In [1]:
%load_ext watermark
%watermark -p torch,pytorch_lightning,torchmetrics,tensorboard

torch            : 1.10.1
pytorch_lightning: 1.5.9
torchmetrics     : 0.7.0
tensorboard      : 2.8.0



  warn(f"Failed to load image Python extension: {e}")


# MLP Classifier -- Cement Dataset

## General settings and hyperparameters

In [2]:
BATCH_SIZE = 64
NUM_EPOCHS = 200
LEARNING_RATE = 0.01
NUM_WORKERS = 0

## Setting up the PyTorch Lightning model

In [3]:
import pytorch_lightning as pl
import torch

import torchmetrics

- Set up model architecture
- Use loggers to track mean absolute errors for both the training and validation set during training; this allows us to select the best model (i.e., the epoch) based on validation set performance

In [4]:
class MultiLayerPerceptron(pl.LightningModule):
    def __init__(self, input_size, hidden_units, num_classes):
        super().__init__()

        self.train_mae = torchmetrics.MeanAbsoluteError()
        self.valid_mae = torchmetrics.MeanAbsoluteError()
        self.test_mae = torchmetrics.MeanAbsoluteError()
        
        all_layers = []
        for hidden_unit in hidden_units:
            layer = torch.nn.Linear(input_size, hidden_unit) 
            all_layers.append(layer) 
            all_layers.append(torch.nn.ReLU()) 
            input_size = hidden_unit
 
        all_layers.append(torch.nn.Linear(hidden_units[-1], num_classes)) 
        all_layers.append(torch.nn.Softmax(dim=1)) 
        self.model = torch.nn.Sequential(*all_layers)

    def forward(self, x):
        x = self.model(x)
        return x

    def training_step(self, batch, batch_idx):
        x, y = batch
        logits = self(x)
        loss = torch.nn.functional.cross_entropy(logits, y)
        self.log("train_loss", loss, on_step=True)
        
        preds = torch.argmax(logits, dim=1)
        self.train_mae.update(preds, y)
        return loss

    def training_epoch_end(self, outs):
        self.log("train_mae", self.train_mae.compute())
        self.train_mae.reset()
    
    def validation_step(self, batch, batch_idx):
        x, y = batch
        logits = self(x)
        loss = torch.nn.functional.cross_entropy(logits, y)
        self.log("valid_loss", loss, on_step=True)
        
        preds = torch.argmax(logits, dim=1)
        self.valid_mae.update(preds, y)
        return loss
    
    def validation_epoch_end(self, outs):
        self.log("valid_mae", self.valid_mae.compute())
        self.valid_mae.reset()

    def test_step(self, batch, batch_idx):
        x, y = batch
        logits = self(x)
        loss = torch.nn.functional.cross_entropy(logits, y)
        self.log("test_loss", loss)
        
        preds = torch.argmax(logits, dim=1)
        self.test_mae.update(preds, y)
        self.log("test_mae", self.test_mae.compute())
        return loss

    def configure_optimizers(self):
        optimizer = torch.optim.Adam(self.parameters(), lr=LEARNING_RATE)
        return optimizer

## Setting up the dataset

### Inspecting the dataset

In [5]:
import pandas as pd
import numpy as np


data_df = pd.read_csv("datasets/cement_strength.csv", skiprows=1)
data_df["response"] = data_df["response"]-1 # labels should start at 0

data_labels = data_df["response"]
data_features = data_df.loc[:, ["V1", "V2", "V3", "V4", "V5", "V6", "V7", "V8"]]

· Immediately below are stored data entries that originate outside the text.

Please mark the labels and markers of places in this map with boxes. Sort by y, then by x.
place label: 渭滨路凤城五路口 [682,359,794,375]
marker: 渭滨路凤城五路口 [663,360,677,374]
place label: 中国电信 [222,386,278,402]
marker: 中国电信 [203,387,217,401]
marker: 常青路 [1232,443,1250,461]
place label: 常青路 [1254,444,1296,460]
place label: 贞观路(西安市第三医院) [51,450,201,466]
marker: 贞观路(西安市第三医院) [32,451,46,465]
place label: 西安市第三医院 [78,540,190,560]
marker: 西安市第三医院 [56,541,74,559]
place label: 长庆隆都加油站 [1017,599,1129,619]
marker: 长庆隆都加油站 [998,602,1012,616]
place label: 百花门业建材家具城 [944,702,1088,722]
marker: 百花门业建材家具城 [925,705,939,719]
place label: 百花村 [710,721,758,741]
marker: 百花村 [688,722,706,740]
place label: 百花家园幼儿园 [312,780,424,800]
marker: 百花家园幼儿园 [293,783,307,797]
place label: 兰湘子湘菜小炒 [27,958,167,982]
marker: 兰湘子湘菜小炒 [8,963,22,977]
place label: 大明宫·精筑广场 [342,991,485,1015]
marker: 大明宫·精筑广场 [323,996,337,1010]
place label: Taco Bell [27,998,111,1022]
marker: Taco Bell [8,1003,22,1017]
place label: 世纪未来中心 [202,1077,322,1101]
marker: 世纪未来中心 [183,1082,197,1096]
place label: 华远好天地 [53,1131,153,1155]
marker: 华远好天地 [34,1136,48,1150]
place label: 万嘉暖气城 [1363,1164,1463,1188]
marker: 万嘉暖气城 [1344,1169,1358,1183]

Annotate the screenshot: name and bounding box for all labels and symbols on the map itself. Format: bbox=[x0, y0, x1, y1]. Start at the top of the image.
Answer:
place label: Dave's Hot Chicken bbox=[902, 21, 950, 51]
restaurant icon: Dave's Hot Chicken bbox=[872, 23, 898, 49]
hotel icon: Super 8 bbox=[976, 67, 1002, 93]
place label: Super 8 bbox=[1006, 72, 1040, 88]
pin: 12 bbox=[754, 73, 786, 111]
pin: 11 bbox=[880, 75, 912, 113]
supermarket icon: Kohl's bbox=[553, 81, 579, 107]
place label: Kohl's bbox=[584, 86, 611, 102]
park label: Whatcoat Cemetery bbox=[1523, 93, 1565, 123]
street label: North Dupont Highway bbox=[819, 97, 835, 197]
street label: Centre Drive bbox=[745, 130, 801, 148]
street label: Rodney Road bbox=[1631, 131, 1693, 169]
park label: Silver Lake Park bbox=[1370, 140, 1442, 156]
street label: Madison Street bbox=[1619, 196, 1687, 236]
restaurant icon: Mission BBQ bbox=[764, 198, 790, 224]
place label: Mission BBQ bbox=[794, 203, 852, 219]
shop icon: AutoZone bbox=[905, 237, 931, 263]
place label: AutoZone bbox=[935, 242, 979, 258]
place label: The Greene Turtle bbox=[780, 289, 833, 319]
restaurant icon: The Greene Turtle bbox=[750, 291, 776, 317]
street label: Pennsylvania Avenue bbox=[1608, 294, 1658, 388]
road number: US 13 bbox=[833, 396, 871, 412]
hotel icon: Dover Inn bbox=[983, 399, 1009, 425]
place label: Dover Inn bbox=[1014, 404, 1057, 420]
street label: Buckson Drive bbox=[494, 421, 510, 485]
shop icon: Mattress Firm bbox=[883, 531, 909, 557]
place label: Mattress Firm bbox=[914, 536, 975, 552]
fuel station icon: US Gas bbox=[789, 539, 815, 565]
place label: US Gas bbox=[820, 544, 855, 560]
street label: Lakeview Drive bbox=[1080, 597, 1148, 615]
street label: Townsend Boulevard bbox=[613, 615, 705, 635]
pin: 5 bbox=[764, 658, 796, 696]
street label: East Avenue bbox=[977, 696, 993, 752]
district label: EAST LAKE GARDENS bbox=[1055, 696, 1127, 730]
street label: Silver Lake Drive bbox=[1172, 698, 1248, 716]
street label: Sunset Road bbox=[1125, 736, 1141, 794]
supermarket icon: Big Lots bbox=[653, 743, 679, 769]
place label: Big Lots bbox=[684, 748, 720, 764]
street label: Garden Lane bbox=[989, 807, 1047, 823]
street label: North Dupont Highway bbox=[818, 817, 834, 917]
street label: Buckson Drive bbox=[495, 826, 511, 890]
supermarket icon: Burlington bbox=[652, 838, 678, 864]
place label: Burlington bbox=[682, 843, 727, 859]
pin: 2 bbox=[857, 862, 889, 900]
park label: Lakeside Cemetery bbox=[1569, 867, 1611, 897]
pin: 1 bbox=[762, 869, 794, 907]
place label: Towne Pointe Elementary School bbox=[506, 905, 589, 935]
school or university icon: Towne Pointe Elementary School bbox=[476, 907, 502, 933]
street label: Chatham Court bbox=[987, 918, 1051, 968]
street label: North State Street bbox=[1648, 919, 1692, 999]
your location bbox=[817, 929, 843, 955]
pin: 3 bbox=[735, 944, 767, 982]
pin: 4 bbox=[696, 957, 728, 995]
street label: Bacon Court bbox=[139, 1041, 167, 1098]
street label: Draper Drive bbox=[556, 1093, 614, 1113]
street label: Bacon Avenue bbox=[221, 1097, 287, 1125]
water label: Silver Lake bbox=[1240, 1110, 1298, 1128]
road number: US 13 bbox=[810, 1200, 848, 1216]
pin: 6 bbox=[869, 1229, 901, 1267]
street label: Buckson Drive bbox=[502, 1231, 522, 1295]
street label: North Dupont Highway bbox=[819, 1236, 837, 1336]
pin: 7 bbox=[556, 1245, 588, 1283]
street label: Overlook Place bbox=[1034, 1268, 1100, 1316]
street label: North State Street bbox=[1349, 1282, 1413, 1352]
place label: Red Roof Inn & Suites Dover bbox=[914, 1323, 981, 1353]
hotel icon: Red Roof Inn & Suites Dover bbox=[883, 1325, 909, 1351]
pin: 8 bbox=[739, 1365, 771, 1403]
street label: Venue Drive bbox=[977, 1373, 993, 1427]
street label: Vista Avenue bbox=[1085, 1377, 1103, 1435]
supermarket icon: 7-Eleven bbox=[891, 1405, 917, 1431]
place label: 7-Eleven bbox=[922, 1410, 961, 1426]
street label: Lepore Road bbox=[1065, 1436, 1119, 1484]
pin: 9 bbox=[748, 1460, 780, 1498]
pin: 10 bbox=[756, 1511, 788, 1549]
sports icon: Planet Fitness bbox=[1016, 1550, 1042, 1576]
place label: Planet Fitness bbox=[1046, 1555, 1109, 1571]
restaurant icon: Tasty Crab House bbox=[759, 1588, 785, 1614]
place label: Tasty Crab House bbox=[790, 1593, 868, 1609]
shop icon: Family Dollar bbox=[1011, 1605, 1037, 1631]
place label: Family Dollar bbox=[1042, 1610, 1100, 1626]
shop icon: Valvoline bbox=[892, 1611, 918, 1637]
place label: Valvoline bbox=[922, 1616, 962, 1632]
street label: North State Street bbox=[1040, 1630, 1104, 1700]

print('Number of features:', data_features.shape[1])
print('Number of examples:', data_features.shape[0])
print('Labels:', np.unique(data_labels.values))
print('Label distribution:', np.bincount(data_labels))

Number of features: 8
Number of examples: 998
Labels: [0 1 2 3 4]
Label distribution: [196 310 244 152  96]


**Performance Baseline**

In [6]:
avg_prediction = np.median(data_labels.values) # median minimizes MAE
baseline_mae = np.mean(np.abs(data_labels.values - avg_prediction))
print(f'Baseline MAE: {baseline_mae:.2f}')

Baseline MAE: 1.03


### Setting Dataset class

In [7]:
from torch.utils.data import Dataset


class MyDataset(Dataset):

    def __init__(self, feature_array, label_array, dtype=np.float32):

        self.features = feature_array.astype(np.float32)
        self.labels = label_array

    def __getitem__(self, index):
        inputs = self.features[index]
        label = self.labels[index]
        return inputs, label

    def __len__(self):
        return self.labels.shape[0]

### Setting up DataModule

In [8]:
import os
from sklearn.model_selection import train_test_split
from sklearn.preprocessing import StandardScaler
from torch.utils.data import DataLoader


class DataModule(pl.LightningDataModule):
    def __init__(self, data_path='./'):
        super().__init__()
        self.data_path = data_path
        self.transform = None
        
    def prepare_data(self):
        data_df = pd.read_csv(
            os.path.join(self.data_path, 'cement_strength.csv'), skiprows=1)
        data_df["response"] = data_df["response"]-1 # labels should start at 0
        self.data_labels = data_df["response"]
        self.data_features = data_df.loc[:, [
            "V1", "V2", "V3", "V4", "V5", "V6", "V7", "V8"]]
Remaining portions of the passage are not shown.